# Assignment
Copy the full listing exactly, word for word.

# Supplied material
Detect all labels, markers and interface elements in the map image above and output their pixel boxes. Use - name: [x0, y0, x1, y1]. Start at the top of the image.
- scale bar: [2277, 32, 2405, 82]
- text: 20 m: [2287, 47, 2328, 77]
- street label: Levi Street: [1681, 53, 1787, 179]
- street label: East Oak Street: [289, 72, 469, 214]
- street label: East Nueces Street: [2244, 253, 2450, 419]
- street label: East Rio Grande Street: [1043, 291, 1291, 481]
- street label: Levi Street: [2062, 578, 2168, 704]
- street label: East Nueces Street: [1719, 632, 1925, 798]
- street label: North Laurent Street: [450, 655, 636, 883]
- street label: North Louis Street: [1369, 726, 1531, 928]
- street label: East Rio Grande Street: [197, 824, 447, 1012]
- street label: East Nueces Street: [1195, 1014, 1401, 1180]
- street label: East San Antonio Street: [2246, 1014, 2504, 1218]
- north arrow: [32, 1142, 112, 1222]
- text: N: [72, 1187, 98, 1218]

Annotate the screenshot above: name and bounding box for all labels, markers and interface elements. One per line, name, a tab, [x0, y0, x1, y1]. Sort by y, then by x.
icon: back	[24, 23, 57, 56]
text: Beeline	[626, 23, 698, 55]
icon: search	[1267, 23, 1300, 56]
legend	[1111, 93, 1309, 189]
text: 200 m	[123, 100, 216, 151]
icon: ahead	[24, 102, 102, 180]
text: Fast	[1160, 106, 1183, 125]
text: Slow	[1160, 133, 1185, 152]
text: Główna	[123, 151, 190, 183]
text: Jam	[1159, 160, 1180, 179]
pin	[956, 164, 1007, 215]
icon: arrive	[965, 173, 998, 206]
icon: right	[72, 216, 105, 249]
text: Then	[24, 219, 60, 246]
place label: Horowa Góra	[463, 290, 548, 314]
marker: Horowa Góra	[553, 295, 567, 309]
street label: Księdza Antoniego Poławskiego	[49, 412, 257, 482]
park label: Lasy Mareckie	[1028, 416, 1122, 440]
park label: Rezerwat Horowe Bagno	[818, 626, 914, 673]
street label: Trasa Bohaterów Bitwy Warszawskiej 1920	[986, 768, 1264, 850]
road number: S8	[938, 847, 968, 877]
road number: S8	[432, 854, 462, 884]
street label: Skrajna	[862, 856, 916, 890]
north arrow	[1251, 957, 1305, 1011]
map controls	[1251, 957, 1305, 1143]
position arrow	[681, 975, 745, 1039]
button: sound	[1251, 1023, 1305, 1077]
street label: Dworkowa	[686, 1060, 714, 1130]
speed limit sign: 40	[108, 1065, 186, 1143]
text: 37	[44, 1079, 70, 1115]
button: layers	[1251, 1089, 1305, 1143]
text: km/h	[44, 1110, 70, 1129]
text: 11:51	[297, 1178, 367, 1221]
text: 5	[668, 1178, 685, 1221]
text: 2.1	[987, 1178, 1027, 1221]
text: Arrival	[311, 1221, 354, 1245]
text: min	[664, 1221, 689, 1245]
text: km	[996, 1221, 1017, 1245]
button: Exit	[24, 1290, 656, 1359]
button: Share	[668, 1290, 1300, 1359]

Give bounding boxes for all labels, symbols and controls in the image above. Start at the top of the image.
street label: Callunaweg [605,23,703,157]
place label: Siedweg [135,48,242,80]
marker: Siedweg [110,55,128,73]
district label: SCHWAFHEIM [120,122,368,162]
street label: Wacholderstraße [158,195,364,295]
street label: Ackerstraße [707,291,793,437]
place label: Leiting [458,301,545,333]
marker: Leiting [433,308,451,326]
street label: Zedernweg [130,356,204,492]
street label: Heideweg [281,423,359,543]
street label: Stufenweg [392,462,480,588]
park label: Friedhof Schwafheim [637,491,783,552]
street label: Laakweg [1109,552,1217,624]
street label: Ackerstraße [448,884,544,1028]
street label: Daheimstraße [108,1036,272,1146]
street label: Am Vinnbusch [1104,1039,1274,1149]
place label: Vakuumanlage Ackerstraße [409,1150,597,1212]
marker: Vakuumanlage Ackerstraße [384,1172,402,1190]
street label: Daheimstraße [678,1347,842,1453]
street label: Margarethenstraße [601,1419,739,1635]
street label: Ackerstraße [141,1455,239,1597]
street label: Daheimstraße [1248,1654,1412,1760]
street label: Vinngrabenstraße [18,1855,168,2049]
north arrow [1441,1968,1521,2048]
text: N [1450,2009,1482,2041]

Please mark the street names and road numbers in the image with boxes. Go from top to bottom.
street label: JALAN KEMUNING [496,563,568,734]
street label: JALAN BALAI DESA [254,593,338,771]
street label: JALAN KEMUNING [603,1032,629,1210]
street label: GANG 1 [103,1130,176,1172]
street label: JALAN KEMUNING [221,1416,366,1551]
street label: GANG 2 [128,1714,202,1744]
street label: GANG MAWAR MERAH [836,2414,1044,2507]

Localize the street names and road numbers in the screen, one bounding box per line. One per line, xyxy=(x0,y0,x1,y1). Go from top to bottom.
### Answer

# Worked solution
Detect all labels, markers and interface elements in the map image above and output their pixel boxes. Use - name: [x0, y0, x1, y1]. Start at the top of the image.
- scale bar: [2277, 32, 2405, 82]
- text: 20 m: [2287, 47, 2328, 77]
- street label: Levi Street: [1681, 53, 1787, 179]
- street label: East Oak Street: [289, 72, 469, 214]
- street label: East Nueces Street: [2244, 253, 2450, 419]
- street label: East Rio Grande Street: [1043, 291, 1291, 481]
- street label: Levi Street: [2062, 578, 2168, 704]
- street label: East Nueces Street: [1719, 632, 1925, 798]
- street label: North Laurent Street: [450, 655, 636, 883]
- street label: North Louis Street: [1369, 726, 1531, 928]
- street label: East Rio Grande Street: [197, 824, 447, 1012]
- street label: East Nueces Street: [1195, 1014, 1401, 1180]
- street label: East San Antonio Street: [2246, 1014, 2504, 1218]
- north arrow: [32, 1142, 112, 1222]
- text: N: [72, 1187, 98, 1218]

Annotate the screenshot above: name and bounding box for all labels, markers and interface elements. One per line, name, a tab, [x0, y0, x1, y1]. Sort by y, then by x.
icon: back	[24, 23, 57, 56]
text: Beeline	[626, 23, 698, 55]
icon: search	[1267, 23, 1300, 56]
legend	[1111, 93, 1309, 189]
text: 200 m	[123, 100, 216, 151]
icon: ahead	[24, 102, 102, 180]
text: Fast	[1160, 106, 1183, 125]
text: Slow	[1160, 133, 1185, 152]
text: Główna	[123, 151, 190, 183]
text: Jam	[1159, 160, 1180, 179]
pin	[956, 164, 1007, 215]
icon: arrive	[965, 173, 998, 206]
icon: right	[72, 216, 105, 249]
text: Then	[24, 219, 60, 246]
place label: Horowa Góra	[463, 290, 548, 314]
marker: Horowa Góra	[553, 295, 567, 309]
street label: Księdza Antoniego Poławskiego	[49, 412, 257, 482]
park label: Lasy Mareckie	[1028, 416, 1122, 440]
park label: Rezerwat Horowe Bagno	[818, 626, 914, 673]
street label: Trasa Bohaterów Bitwy Warszawskiej 1920	[986, 768, 1264, 850]
road number: S8	[938, 847, 968, 877]
road number: S8	[432, 854, 462, 884]
street label: Skrajna	[862, 856, 916, 890]
north arrow	[1251, 957, 1305, 1011]
map controls	[1251, 957, 1305, 1143]
position arrow	[681, 975, 745, 1039]
button: sound	[1251, 1023, 1305, 1077]
street label: Dworkowa	[686, 1060, 714, 1130]
speed limit sign: 40	[108, 1065, 186, 1143]
text: 37	[44, 1079, 70, 1115]
button: layers	[1251, 1089, 1305, 1143]
text: km/h	[44, 1110, 70, 1129]
text: 11:51	[297, 1178, 367, 1221]
text: 5	[668, 1178, 685, 1221]
text: 2.1	[987, 1178, 1027, 1221]
text: Arrival	[311, 1221, 354, 1245]
text: min	[664, 1221, 689, 1245]
text: km	[996, 1221, 1017, 1245]
button: Exit	[24, 1290, 656, 1359]
button: Share	[668, 1290, 1300, 1359]

Give bounding boxes for all labels, symbols and controls in the image above. Start at the top of the image.
street label: Callunaweg [605,23,703,157]
place label: Siedweg [135,48,242,80]
marker: Siedweg [110,55,128,73]
district label: SCHWAFHEIM [120,122,368,162]
street label: Wacholderstraße [158,195,364,295]
street label: Ackerstraße [707,291,793,437]
place label: Leiting [458,301,545,333]
marker: Leiting [433,308,451,326]
street label: Zedernweg [130,356,204,492]
street label: Heideweg [281,423,359,543]
street label: Stufenweg [392,462,480,588]
park label: Friedhof Schwafheim [637,491,783,552]
street label: Laakweg [1109,552,1217,624]
street label: Ackerstraße [448,884,544,1028]
street label: Daheimstraße [108,1036,272,1146]
street label: Am Vinnbusch [1104,1039,1274,1149]
place label: Vakuumanlage Ackerstraße [409,1150,597,1212]
marker: Vakuumanlage Ackerstraße [384,1172,402,1190]
street label: Daheimstraße [678,1347,842,1453]
street label: Margarethenstraße [601,1419,739,1635]
street label: Ackerstraße [141,1455,239,1597]
street label: Daheimstraße [1248,1654,1412,1760]
street label: Vinngrabenstraße [18,1855,168,2049]
north arrow [1441,1968,1521,2048]
text: N [1450,2009,1482,2041]

Please mark the street names and road numbers in the image with boxes. Go from top to bottom.
street label: JALAN KEMUNING [496,563,568,734]
street label: JALAN BALAI DESA [254,593,338,771]
street label: JALAN KEMUNING [603,1032,629,1210]
street label: GANG 1 [103,1130,176,1172]
street label: JALAN KEMUNING [221,1416,366,1551]
street label: GANG 2 [128,1714,202,1744]
street label: GANG MAWAR MERAH [836,2414,1044,2507]

Localize the street names and road numbers in the screen, one bounding box per line. One per line, xyxy=(x0,y0,x1,y1). Go from top to bottom.
### Answer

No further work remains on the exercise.